I'd assumed the less expensive machine would be just the thing to take on the low-priced HD DVD machines already available here, and make something of a fight of the non-event the HD format war so far seems to be.
So I was a bit surprised when Sony came in to see the WHFSV guys the other week with the UK version of the BDP-S1, the BDP-S1E, which you can now buy for around £800-900 or so.
Where was the less expensive machine? Would it even come to the UK, or would the budget Blu-ray job be left in the hands of the PlayStation 3?
Well, the answer comes from an unlikely source: Argos.
Browsing the catalogue people's website last night in an effort to find out just how little you could spend on a DVD player these days – £17.79, by the way, for a Mikomi DS-306 – up popped not only the Sony BDP-S1E, on special offer at a penny under £700, but also the BDP-S300 at £200 less.
Out of stock, available to reserve, agreed - but there it was in black and white. Or rather black and blue.

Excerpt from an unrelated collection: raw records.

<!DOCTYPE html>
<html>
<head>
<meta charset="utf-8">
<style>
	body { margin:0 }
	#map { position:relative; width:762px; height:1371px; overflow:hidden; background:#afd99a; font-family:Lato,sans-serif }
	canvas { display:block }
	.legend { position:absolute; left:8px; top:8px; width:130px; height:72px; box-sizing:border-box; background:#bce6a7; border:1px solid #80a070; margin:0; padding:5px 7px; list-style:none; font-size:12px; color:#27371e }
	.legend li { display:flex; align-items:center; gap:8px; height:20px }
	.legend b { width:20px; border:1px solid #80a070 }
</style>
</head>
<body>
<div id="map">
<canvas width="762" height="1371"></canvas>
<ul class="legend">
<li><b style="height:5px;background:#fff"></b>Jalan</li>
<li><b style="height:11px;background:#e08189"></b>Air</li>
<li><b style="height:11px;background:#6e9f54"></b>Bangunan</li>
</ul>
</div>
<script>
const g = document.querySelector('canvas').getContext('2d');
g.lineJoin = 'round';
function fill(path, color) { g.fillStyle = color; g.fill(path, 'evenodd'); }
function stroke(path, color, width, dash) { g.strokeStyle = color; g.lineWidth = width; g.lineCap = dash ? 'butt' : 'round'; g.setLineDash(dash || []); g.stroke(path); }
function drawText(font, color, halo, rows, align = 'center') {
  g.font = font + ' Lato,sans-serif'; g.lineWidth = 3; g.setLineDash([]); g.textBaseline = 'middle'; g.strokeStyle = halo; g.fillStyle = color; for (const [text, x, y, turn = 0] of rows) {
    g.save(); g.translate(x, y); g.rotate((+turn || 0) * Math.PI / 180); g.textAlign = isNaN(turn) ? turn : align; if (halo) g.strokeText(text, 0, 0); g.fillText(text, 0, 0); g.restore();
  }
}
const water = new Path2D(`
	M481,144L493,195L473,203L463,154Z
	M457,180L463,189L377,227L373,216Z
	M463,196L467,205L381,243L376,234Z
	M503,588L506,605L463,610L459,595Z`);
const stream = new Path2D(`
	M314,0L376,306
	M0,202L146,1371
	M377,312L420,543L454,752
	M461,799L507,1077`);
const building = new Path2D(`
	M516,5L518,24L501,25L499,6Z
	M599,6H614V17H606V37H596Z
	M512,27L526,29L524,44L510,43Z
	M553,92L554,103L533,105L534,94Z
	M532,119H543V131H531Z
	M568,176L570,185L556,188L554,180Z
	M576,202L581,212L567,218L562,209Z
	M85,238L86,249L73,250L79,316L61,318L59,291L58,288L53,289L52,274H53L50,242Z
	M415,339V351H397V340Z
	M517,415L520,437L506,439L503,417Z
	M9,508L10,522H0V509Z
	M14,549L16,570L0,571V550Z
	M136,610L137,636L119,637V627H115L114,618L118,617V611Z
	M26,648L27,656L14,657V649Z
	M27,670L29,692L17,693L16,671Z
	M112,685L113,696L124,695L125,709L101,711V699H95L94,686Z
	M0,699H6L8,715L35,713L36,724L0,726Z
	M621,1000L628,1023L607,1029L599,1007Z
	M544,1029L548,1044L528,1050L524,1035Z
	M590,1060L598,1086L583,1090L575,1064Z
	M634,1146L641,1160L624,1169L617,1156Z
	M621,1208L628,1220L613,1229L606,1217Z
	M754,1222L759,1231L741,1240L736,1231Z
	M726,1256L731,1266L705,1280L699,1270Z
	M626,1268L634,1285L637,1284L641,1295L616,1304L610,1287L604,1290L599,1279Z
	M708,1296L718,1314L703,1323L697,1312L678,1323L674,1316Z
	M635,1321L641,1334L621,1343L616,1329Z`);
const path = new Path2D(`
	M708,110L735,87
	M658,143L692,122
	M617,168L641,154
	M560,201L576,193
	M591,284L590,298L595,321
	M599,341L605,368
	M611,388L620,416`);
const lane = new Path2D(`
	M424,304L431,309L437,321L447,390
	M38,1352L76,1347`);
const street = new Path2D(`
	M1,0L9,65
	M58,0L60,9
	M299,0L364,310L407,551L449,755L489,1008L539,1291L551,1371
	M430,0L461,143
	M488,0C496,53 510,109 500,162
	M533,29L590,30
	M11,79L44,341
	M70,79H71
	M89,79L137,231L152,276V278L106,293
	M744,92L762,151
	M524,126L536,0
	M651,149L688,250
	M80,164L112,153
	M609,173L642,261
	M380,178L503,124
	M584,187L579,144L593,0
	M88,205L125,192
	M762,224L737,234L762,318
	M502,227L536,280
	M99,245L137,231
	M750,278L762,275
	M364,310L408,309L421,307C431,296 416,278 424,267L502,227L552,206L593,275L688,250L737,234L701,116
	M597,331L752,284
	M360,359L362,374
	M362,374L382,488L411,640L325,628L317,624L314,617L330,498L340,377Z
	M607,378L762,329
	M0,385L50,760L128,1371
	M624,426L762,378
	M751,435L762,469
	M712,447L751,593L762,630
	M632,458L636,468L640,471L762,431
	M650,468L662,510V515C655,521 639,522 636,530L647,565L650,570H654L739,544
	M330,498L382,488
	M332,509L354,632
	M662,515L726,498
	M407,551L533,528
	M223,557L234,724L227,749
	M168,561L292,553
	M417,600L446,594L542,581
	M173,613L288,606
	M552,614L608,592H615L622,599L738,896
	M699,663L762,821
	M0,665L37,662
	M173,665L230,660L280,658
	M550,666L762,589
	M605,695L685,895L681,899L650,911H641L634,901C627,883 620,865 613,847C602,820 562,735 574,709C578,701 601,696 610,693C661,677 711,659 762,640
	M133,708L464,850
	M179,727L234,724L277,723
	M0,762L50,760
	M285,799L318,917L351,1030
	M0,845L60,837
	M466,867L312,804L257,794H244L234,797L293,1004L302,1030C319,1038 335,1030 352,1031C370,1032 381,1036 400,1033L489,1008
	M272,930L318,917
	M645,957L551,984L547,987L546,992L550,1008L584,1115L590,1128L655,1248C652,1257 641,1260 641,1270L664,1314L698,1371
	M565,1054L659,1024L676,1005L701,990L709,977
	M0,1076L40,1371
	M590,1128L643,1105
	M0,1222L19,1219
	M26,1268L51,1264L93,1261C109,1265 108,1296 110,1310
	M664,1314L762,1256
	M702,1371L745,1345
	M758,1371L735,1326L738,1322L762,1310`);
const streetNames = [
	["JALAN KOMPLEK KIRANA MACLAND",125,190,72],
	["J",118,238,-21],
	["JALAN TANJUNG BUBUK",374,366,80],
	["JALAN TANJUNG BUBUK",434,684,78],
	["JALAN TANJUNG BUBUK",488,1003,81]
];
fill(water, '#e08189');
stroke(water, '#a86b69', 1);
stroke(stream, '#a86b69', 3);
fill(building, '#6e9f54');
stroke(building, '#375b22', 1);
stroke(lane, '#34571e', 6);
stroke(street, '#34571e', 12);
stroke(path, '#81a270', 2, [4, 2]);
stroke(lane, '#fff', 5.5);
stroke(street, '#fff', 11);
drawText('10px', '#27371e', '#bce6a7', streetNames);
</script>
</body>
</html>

The emails hummed back and forth 'twixt Teddington and Sony UK HQ at Brooklands, and back came the answer: it seems Argos rather jumped the gun on this one, as Sony UK hadn't even received their samples of the Euro-spec BDP-S300 yet! Availability? 'We'll let you know when we do' was the essence of the reply.
So it seems Sony will soon have two Blu-ray players on the market, but unfortunately not at the kind of price levels they are in the States. You can find a BDP-S1 (the non-CD-playing US version) there for $649.99, while the BDP-S300 is $479.99. And that's without too much hunting - on Amazon.com, actually.
Now I'm not singling Sony out over this one – it's far from being the only manufacturer to ignore the exchange rates we get when we go on our hols in favour of the 'audio exchange rate' mechanism, in which one pound has equalled one dollar for as long as most of us can remember.
And I'm not getting into the ins and outs of all the reasons why prices are higher here on everything from fuel (37p a litre in the States) to food (less than £2 a kilo for strawberries, and ribeye steak at £7/kg) to Blu-ray players.
But I can't help wondering whether a brace of Sony Blu-ray players selling for £350 and £275 might not be just the kick up the backside the format needs here in the UK. After all, something like 1400 Blu-ray players - standalone ones, not including PS3s -
have been sold so far in the UK.
In the same period Sony Pictures have sold 2.2m DVDs of Casino Royale.